[Work item]
Repeat only the lines below from the one containing "position:absolute; right:18px; top:18px;" through the one containing "font-size:20px; font-weight:400; color:#747a83", inclusive, exactly as written.
——
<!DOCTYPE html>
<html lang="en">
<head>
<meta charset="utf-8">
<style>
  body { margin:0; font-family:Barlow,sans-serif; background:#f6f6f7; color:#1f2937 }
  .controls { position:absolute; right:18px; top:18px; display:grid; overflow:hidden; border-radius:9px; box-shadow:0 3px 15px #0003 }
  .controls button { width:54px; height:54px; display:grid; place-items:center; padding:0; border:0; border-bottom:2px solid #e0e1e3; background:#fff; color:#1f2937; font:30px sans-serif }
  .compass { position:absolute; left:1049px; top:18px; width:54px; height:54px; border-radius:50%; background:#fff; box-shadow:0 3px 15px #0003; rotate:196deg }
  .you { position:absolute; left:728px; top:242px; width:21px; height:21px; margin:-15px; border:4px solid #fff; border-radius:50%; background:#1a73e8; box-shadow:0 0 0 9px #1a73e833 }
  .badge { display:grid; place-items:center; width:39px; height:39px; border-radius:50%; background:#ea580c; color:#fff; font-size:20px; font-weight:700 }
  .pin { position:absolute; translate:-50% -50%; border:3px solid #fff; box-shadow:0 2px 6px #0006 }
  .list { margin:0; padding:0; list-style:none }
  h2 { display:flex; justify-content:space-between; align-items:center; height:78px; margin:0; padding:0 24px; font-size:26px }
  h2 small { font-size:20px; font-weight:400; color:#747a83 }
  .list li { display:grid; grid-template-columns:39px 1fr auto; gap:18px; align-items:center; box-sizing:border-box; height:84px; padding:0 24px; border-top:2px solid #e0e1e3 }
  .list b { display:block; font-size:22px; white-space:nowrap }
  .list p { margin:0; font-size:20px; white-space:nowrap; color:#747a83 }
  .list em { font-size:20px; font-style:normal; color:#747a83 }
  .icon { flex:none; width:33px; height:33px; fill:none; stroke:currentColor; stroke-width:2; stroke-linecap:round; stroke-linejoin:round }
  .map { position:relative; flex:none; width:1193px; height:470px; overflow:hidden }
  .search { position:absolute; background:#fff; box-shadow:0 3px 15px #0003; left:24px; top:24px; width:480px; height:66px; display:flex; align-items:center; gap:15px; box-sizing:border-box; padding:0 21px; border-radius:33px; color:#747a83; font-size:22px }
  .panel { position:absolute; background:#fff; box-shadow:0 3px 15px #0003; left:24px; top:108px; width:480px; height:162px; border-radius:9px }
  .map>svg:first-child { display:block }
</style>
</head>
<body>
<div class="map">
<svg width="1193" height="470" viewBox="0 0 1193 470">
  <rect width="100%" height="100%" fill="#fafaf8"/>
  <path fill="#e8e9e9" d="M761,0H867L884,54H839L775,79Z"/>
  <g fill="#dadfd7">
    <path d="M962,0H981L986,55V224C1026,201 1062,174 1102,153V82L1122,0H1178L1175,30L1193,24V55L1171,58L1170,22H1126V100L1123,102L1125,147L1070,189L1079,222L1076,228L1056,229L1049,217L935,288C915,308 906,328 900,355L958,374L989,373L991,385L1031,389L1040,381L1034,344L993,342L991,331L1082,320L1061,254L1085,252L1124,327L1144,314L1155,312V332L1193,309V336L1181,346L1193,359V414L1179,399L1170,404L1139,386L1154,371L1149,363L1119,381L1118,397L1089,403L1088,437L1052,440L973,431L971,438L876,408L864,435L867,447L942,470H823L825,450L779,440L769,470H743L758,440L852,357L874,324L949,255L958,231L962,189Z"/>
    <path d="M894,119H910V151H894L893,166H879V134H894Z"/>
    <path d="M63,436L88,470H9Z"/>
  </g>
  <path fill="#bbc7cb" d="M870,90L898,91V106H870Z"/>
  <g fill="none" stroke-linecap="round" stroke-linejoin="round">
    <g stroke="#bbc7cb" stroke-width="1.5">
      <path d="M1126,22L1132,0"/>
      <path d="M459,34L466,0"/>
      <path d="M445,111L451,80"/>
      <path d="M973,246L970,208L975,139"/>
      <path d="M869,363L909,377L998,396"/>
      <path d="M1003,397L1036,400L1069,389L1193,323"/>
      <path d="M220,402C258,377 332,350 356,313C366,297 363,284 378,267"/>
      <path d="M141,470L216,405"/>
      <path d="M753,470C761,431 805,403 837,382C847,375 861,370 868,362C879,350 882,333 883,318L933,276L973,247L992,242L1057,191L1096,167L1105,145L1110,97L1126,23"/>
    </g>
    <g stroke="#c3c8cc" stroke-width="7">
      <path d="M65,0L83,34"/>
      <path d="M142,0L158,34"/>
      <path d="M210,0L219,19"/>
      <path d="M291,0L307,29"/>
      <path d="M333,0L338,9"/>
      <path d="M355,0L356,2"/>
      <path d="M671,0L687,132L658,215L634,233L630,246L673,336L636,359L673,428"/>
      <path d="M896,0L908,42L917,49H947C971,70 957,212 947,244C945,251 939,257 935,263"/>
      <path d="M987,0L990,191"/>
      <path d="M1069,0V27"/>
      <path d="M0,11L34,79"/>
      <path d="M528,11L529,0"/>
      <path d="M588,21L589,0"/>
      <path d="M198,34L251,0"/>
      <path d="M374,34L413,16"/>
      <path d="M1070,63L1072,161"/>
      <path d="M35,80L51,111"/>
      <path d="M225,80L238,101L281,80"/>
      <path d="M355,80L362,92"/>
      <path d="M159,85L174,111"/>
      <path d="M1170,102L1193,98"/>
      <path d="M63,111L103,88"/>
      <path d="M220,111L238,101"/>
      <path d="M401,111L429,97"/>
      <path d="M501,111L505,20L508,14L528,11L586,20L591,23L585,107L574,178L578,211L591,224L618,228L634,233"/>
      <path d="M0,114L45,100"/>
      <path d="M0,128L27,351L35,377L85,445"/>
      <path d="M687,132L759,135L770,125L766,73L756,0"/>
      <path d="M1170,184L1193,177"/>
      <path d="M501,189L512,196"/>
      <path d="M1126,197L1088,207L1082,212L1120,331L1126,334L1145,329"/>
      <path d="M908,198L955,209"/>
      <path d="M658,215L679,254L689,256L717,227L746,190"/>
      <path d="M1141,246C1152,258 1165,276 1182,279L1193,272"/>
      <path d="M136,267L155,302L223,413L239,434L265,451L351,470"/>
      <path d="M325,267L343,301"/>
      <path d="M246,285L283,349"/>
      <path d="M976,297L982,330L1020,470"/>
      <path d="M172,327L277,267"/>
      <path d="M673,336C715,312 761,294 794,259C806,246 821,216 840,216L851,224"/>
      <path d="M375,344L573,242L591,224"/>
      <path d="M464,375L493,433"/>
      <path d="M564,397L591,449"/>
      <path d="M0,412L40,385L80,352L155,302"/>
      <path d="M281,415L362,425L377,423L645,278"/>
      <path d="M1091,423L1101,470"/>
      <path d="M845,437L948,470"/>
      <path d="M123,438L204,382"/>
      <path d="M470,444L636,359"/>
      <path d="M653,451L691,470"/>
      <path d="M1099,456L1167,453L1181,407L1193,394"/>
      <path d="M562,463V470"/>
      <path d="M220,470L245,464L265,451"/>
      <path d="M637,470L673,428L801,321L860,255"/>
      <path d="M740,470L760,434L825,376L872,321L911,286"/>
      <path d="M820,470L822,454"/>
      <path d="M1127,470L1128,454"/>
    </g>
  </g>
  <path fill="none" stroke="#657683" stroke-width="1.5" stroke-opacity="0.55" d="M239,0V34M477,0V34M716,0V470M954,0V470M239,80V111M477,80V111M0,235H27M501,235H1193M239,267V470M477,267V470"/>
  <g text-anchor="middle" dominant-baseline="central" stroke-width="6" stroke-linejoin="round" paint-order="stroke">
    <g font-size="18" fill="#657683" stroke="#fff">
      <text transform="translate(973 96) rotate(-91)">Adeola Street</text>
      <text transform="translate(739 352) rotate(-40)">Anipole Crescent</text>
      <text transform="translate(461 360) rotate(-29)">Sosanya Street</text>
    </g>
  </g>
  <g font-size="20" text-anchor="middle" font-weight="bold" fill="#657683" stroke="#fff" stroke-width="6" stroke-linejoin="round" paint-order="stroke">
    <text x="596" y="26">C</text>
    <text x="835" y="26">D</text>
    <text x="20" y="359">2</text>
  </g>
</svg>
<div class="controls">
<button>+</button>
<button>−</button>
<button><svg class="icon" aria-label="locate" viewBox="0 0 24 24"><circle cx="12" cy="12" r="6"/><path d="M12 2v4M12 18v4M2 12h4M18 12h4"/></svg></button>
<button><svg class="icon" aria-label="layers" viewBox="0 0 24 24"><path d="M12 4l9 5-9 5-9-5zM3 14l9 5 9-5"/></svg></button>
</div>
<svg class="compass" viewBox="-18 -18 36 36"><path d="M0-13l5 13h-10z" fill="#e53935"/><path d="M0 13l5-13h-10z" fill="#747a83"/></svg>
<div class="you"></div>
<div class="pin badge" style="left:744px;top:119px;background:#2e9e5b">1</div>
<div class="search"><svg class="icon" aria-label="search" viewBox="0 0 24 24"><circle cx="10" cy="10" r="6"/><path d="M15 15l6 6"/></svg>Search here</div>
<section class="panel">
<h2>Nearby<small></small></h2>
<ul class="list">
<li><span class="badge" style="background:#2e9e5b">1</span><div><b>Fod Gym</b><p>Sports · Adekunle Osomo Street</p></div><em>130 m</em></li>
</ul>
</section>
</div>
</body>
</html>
——
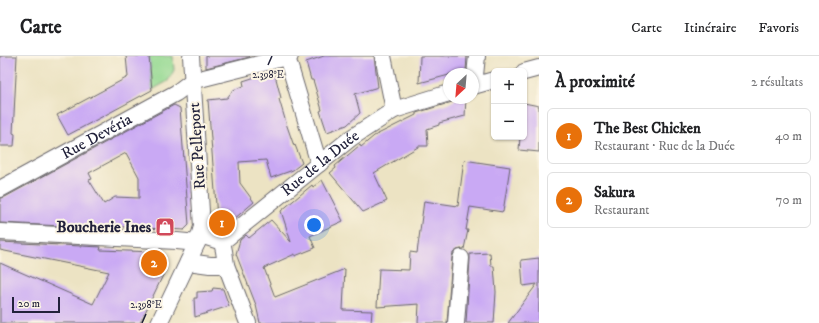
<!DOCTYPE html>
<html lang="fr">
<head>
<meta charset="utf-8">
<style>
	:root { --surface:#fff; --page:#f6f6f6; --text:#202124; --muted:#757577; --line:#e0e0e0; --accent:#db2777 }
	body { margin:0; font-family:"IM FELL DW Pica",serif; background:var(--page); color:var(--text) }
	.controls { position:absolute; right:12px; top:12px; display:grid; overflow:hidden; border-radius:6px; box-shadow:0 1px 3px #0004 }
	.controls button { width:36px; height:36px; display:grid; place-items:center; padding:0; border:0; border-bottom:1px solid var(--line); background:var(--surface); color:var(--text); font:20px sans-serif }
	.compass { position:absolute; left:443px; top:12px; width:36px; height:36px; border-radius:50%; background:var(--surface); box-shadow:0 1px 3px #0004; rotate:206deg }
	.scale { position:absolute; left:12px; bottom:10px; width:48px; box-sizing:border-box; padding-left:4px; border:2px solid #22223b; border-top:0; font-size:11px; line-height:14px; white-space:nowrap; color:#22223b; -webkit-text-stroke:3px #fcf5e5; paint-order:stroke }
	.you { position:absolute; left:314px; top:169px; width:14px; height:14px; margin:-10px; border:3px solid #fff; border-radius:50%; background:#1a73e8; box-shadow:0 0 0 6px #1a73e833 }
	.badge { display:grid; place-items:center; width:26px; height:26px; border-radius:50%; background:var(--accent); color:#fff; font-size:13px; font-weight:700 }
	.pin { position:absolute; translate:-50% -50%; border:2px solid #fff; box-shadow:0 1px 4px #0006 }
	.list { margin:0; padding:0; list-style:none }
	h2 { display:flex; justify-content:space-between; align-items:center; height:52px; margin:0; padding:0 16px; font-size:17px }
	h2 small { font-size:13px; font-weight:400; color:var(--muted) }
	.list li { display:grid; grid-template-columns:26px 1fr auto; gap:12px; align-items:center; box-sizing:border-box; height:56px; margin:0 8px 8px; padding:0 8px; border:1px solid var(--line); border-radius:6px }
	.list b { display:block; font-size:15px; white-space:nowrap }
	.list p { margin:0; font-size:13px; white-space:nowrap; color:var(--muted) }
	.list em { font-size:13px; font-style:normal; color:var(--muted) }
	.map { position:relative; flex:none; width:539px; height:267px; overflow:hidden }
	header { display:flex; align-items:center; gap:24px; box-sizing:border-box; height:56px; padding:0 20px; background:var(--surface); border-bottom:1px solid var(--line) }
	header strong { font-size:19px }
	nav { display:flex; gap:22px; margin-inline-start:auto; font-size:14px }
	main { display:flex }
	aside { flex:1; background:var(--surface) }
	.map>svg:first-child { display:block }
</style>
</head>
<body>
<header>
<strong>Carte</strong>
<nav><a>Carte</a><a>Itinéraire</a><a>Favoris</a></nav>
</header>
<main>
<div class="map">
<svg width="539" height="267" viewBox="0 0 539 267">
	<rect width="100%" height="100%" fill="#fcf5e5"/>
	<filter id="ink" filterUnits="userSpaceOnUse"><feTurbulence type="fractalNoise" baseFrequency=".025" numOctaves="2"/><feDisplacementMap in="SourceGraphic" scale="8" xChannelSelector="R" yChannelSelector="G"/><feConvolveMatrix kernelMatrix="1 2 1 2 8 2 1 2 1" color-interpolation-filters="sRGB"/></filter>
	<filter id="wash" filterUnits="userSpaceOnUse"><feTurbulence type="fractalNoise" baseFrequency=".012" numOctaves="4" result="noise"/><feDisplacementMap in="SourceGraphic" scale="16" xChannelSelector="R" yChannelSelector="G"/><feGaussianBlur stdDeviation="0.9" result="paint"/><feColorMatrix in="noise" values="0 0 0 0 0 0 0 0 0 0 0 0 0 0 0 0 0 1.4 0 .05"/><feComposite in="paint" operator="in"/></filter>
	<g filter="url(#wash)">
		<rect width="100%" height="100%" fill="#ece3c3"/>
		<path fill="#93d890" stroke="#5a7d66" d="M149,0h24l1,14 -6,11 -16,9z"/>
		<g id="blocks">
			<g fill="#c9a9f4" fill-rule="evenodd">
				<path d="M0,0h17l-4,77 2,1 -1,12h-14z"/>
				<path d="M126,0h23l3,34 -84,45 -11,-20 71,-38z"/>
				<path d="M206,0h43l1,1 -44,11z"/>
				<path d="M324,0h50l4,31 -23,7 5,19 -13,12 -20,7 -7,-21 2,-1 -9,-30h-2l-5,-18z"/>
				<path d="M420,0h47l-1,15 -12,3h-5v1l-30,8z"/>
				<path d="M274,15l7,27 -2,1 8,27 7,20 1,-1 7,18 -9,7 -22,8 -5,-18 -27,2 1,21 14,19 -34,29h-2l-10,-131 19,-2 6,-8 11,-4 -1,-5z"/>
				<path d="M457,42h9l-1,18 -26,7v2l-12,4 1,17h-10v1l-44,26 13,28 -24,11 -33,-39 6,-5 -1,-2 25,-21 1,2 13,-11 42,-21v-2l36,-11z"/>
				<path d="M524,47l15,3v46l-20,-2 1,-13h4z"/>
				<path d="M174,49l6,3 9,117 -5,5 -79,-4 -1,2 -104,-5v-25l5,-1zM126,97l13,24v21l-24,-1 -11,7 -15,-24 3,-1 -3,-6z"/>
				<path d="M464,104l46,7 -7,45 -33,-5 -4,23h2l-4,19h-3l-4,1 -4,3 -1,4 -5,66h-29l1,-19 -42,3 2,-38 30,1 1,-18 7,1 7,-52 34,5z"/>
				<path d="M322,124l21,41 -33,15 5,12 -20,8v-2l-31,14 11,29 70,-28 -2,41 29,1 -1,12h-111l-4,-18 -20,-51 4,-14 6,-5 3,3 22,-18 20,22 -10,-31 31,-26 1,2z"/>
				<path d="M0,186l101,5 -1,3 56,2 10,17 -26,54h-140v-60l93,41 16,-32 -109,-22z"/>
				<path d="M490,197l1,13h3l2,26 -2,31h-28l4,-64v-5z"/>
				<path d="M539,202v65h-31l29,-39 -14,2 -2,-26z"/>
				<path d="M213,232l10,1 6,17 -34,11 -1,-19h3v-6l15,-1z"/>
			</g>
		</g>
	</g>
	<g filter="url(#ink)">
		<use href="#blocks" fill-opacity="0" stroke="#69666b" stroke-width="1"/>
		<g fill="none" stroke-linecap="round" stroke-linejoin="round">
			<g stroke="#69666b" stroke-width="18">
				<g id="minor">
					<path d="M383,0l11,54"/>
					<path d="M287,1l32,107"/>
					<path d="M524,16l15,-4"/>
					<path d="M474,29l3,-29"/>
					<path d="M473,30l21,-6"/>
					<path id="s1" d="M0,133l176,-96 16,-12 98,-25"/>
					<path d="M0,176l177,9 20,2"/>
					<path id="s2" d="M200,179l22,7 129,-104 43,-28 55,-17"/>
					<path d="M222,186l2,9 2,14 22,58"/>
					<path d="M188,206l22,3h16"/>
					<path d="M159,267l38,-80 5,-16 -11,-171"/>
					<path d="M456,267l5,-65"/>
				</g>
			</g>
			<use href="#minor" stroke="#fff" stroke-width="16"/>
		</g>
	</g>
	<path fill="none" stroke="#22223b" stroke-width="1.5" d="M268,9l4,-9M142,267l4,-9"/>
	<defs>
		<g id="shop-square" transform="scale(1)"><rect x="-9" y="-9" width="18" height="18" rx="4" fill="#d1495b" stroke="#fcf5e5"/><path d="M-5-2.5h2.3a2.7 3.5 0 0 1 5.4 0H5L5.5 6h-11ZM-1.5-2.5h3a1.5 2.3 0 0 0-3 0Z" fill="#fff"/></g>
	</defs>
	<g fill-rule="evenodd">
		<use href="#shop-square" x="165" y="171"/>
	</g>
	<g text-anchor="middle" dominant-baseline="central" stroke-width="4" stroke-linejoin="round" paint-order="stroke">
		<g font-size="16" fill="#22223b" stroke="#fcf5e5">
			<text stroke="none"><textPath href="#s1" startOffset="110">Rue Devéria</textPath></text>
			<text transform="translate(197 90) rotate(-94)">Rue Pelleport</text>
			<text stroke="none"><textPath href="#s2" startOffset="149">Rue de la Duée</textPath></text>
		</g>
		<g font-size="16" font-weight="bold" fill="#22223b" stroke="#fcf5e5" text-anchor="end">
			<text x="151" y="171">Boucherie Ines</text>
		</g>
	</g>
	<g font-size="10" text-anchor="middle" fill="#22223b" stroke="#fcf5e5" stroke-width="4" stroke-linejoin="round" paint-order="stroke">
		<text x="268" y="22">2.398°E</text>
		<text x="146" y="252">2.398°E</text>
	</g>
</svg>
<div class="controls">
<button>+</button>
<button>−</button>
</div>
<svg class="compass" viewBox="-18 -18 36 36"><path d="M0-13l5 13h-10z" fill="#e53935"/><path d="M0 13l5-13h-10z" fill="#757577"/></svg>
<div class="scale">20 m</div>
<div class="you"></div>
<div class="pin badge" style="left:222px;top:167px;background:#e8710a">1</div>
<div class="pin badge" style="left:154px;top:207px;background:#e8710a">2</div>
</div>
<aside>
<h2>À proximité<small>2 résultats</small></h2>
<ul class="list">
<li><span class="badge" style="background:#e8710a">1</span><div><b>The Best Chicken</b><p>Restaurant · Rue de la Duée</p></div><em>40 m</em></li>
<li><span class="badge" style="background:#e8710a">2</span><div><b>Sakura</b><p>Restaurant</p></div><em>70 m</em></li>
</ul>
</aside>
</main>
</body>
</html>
——
[Answer section]
  .controls { position:absolute; right:18px; top:18px; display:grid; overflow:hidden; border-radius:9px; box-shadow:0 3px 15px #0003 }
  .controls button { width:54px; height:54px; display:grid; place-items:center; padding:0; border:0; border-bottom:2px solid #e0e1e3; background:#fff; color:#1f2937; font:30px sans-serif }
  .compass { position:absolute; left:1049px; top:18px; width:54px; height:54px; border-radius:50%; background:#fff; box-shadow:0 3px 15px #0003; rotate:196deg }
  .you { position:absolute; left:728px; top:242px; width:21px; height:21px; margin:-15px; border:4px solid #fff; border-radius:50%; background:#1a73e8; box-shadow:0 0 0 9px #1a73e833 }
  .badge { display:grid; place-items:center; width:39px; height:39px; border-radius:50%; background:#ea580c; color:#fff; font-size:20px; font-weight:700 }
  .pin { position:absolute; translate:-50% -50%; border:3px solid #fff; box-shadow:0 2px 6px #0006 }
  .list { margin:0; padding:0; list-style:none }
  h2 { display:flex; justify-content:space-between; align-items:center; height:78px; margin:0; padding:0 24px; font-size:26px }
  h2 small { font-size:20px; font-weight:400; color:#747a83 }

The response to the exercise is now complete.